Neue Wege war der Stadtmarketingverein Pro Bad Säckingen mit dem diesjährigen zweitägigen Frühlingsfest in Bad Säckingen gegangen. Höhepunkt des ersten Tages war die Kult-Kneipennacht der Stars, präsentiert vom SÜDKURIER Medienhaus, die am Samstagabend Scharen von Besuchern in die Stadt zog.

Coverbands präsentierten auf vier verschiedenen Bühnen, in einem Festzelt sowie an vier weiteren Standorten in der Stadt ein buntes Musikprogramm, unter anderem mit Hits der Rolling Stones, von Joe Cocker, Tina Turner, Robbie Williams oder AC/DC. Bis in die frühen Morgenstunden wurde zuerst in der Altstadt, dann weiter in verschiedenen Lokalen und Kneipen gefeiert und getanzt, was es das Zeug hielt.

Wer die Wahl hatte, hatte die Qual. Beim Tribute Kneipen Festival war vom Hardrock über Balladen bis zu House-Musik oder Rockabilly alles vertreten. In der Altstadt war eine einzige Völkerwanderung zu Gange, von einer Bühne zur anderen oder von einem Lokal zum Nächsten.

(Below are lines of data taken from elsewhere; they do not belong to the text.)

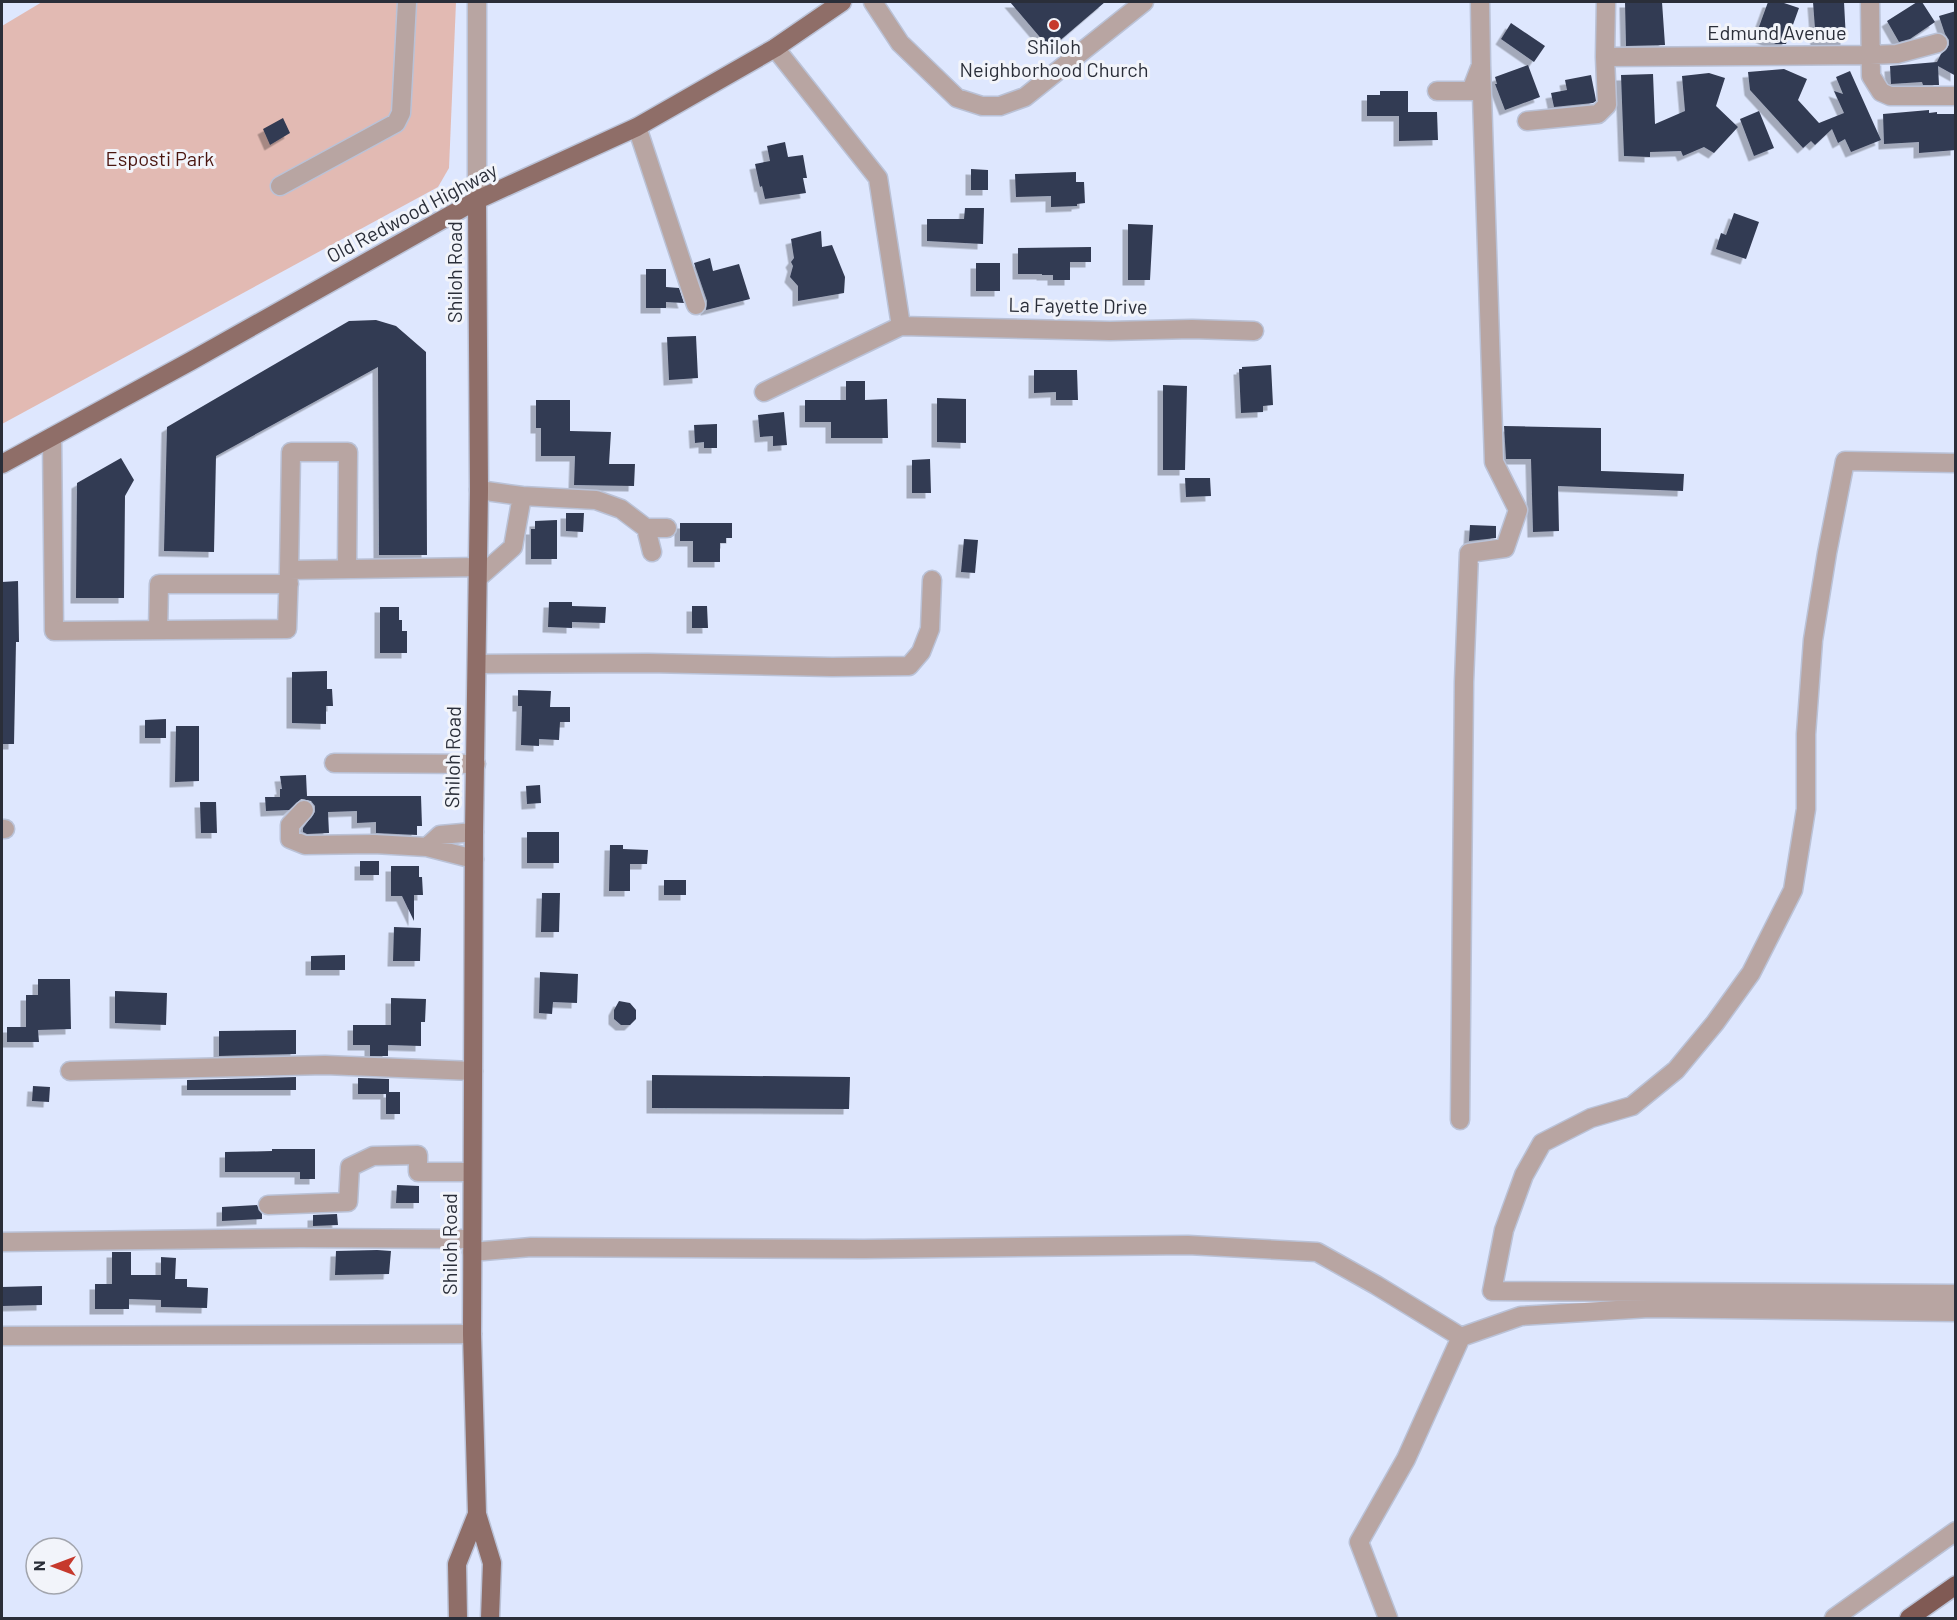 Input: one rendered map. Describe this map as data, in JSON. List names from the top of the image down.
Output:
{
  "streets": {
    "main road": ["Old Redwood Highway", "Shiloh Road"],
    "street": ["Edmund Avenue", "La Fayette Drive"]
  },
  "crossings": [
    ["Old Redwood Highway", "Shiloh Road"]
  ],
  "parks": ["Esposti Park"],
  "places": ["Shiloh Neighborhood Church"],
  "north": "left"
}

Auf der Bühne vor Minis Music Pub ließ es die Band „Stoned“ mit ihrer Rolling-Stones-Show ordentlich krachen, vor der Volksbank verzauberte die Robbie Williams Tribute Band. Die authentisch rauchige Stimme von Hans Walsch als Joe Cocker erzeugte bei den Besuchern vor dem Café Rhybrugg Gänsehaut. Ehefrau Viola überzeugte als Tina Turner. Jimi-Hendrix/60’s Rock gab es im Oscars von Scratch-n-Sniff aus Görwihl und im Brauerei Hirsch-Zelt vor dem All-Inn überzeugte die Band AM/FM mit ihrer AC/DC Show.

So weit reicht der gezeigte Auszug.